Data shown: Begin
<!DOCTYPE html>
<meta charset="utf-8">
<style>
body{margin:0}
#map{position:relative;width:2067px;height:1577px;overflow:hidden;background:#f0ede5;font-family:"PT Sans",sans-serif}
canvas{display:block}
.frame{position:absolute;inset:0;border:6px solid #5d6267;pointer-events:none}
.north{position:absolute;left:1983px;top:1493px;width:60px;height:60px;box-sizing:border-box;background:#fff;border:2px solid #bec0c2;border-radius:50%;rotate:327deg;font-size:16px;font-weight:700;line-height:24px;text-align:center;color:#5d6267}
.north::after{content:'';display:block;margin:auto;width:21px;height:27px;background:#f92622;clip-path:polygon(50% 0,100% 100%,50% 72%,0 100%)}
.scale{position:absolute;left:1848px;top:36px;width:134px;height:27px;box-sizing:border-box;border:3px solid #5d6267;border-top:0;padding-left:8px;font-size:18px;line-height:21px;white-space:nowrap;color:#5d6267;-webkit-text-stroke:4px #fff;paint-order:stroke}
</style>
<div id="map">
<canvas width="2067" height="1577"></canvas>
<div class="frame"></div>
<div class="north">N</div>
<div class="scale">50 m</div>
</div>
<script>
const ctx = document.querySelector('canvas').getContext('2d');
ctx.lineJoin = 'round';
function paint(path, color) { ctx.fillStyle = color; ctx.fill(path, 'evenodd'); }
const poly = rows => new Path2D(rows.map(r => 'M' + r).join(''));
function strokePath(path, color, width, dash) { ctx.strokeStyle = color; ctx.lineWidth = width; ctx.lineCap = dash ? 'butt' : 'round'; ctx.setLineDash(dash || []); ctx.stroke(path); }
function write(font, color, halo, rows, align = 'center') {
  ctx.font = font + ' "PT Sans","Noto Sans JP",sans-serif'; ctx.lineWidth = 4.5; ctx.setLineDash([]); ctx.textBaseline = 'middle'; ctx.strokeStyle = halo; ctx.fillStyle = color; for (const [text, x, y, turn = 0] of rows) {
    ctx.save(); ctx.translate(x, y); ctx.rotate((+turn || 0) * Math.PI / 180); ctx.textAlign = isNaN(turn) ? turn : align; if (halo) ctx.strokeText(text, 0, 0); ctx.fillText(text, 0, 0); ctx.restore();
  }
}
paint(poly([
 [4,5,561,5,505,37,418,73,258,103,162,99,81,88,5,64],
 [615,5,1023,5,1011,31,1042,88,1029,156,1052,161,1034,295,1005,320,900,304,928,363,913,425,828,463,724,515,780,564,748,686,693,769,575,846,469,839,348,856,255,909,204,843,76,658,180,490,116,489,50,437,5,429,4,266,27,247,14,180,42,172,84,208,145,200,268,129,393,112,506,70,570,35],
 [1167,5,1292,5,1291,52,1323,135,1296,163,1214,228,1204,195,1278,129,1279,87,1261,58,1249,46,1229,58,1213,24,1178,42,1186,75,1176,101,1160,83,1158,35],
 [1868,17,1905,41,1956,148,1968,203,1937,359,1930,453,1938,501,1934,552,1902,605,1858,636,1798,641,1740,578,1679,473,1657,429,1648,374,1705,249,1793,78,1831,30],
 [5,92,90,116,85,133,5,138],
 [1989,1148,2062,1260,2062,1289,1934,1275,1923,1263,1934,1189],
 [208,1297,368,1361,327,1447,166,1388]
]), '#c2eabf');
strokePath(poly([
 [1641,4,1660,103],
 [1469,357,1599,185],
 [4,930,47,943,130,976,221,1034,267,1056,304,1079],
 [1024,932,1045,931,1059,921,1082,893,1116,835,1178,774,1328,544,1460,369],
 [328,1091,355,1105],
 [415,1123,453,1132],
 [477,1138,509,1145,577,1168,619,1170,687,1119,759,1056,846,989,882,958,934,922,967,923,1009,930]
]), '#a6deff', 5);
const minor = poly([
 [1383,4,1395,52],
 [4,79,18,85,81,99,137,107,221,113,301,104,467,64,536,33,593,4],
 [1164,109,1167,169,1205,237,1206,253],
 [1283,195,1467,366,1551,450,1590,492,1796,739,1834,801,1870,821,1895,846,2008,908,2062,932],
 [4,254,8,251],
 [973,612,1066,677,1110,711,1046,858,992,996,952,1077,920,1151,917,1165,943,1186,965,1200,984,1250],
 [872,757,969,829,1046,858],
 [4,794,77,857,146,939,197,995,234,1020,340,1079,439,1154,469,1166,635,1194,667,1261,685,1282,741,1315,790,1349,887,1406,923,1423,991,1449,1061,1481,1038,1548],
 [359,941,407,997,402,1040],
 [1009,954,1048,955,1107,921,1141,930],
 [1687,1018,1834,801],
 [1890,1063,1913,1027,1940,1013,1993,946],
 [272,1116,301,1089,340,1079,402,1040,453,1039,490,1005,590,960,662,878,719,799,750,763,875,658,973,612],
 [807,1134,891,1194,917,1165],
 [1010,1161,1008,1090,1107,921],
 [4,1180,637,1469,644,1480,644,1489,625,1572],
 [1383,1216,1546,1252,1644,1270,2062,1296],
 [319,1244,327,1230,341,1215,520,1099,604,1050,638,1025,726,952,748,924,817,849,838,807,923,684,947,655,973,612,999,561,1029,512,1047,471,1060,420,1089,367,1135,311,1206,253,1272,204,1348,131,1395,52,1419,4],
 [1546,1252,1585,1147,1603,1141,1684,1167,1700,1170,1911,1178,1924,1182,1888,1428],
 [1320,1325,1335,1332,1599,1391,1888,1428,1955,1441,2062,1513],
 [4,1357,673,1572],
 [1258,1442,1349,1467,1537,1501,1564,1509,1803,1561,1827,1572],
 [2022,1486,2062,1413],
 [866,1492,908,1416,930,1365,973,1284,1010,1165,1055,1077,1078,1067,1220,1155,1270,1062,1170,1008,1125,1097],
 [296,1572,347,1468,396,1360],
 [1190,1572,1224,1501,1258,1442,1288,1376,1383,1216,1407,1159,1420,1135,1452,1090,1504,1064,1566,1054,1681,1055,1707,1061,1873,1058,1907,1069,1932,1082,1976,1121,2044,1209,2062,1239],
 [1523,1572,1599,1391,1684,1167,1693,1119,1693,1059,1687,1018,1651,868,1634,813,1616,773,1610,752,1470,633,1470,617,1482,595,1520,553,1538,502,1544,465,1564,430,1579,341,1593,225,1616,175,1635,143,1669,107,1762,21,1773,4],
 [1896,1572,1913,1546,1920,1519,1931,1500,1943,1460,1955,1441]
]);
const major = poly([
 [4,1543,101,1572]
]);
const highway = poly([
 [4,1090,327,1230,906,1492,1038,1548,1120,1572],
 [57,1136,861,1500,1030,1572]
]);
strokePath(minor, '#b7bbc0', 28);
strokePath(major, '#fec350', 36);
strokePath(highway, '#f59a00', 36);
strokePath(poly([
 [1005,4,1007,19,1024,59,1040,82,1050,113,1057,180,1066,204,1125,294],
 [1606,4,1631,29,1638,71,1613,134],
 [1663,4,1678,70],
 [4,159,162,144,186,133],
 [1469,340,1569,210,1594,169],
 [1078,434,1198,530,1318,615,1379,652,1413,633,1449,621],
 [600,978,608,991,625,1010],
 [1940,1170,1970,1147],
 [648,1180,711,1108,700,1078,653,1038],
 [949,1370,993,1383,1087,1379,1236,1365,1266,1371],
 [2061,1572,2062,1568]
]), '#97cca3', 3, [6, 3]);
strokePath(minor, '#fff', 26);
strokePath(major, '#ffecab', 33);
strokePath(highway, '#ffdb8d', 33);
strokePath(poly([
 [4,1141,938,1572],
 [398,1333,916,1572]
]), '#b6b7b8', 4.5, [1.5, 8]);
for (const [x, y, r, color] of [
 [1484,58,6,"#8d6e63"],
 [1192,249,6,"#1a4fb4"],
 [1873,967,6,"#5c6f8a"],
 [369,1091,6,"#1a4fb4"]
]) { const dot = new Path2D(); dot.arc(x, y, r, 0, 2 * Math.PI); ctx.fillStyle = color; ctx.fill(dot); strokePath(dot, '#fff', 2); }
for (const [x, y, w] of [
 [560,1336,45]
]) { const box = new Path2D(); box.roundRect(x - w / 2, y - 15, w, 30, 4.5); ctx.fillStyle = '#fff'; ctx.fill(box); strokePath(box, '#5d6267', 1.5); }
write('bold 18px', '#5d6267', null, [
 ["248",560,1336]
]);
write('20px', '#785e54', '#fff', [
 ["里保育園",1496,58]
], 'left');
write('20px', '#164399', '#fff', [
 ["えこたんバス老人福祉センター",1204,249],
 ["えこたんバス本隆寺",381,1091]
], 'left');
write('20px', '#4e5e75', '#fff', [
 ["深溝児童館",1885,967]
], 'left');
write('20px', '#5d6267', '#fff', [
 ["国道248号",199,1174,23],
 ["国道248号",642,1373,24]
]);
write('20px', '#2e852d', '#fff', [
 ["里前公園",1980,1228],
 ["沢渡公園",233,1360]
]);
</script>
Data shown: End
• _Directions_
Repeat only the lines above, from the first line of the entries through the line that contains "const poly = rows", including both ends.

• _Solved exercise_
<!DOCTYPE html>
<meta charset="utf-8">
<style>
body{margin:0}
#map{position:relative;width:2067px;height:1577px;overflow:hidden;background:#f0ede5;font-family:"PT Sans",sans-serif}
canvas{display:block}
.frame{position:absolute;inset:0;border:6px solid #5d6267;pointer-events:none}
.north{position:absolute;left:1983px;top:1493px;width:60px;height:60px;box-sizing:border-box;background:#fff;border:2px solid #bec0c2;border-radius:50%;rotate:327deg;font-size:16px;font-weight:700;line-height:24px;text-align:center;color:#5d6267}
.north::after{content:'';display:block;margin:auto;width:21px;height:27px;background:#f92622;clip-path:polygon(50% 0,100% 100%,50% 72%,0 100%)}
.scale{position:absolute;left:1848px;top:36px;width:134px;height:27px;box-sizing:border-box;border:3px solid #5d6267;border-top:0;padding-left:8px;font-size:18px;line-height:21px;white-space:nowrap;color:#5d6267;-webkit-text-stroke:4px #fff;paint-order:stroke}
</style>
<div id="map">
<canvas width="2067" height="1577"></canvas>
<div class="frame"></div>
<div class="north">N</div>
<div class="scale">50 m</div>
</div>
<script>
const ctx = document.querySelector('canvas').getContext('2d');
ctx.lineJoin = 'round';
function paint(path, color) { ctx.fillStyle = color; ctx.fill(path, 'evenodd'); }
const poly = rows => new Path2D(rows.map(r => 'M' + r).join(''));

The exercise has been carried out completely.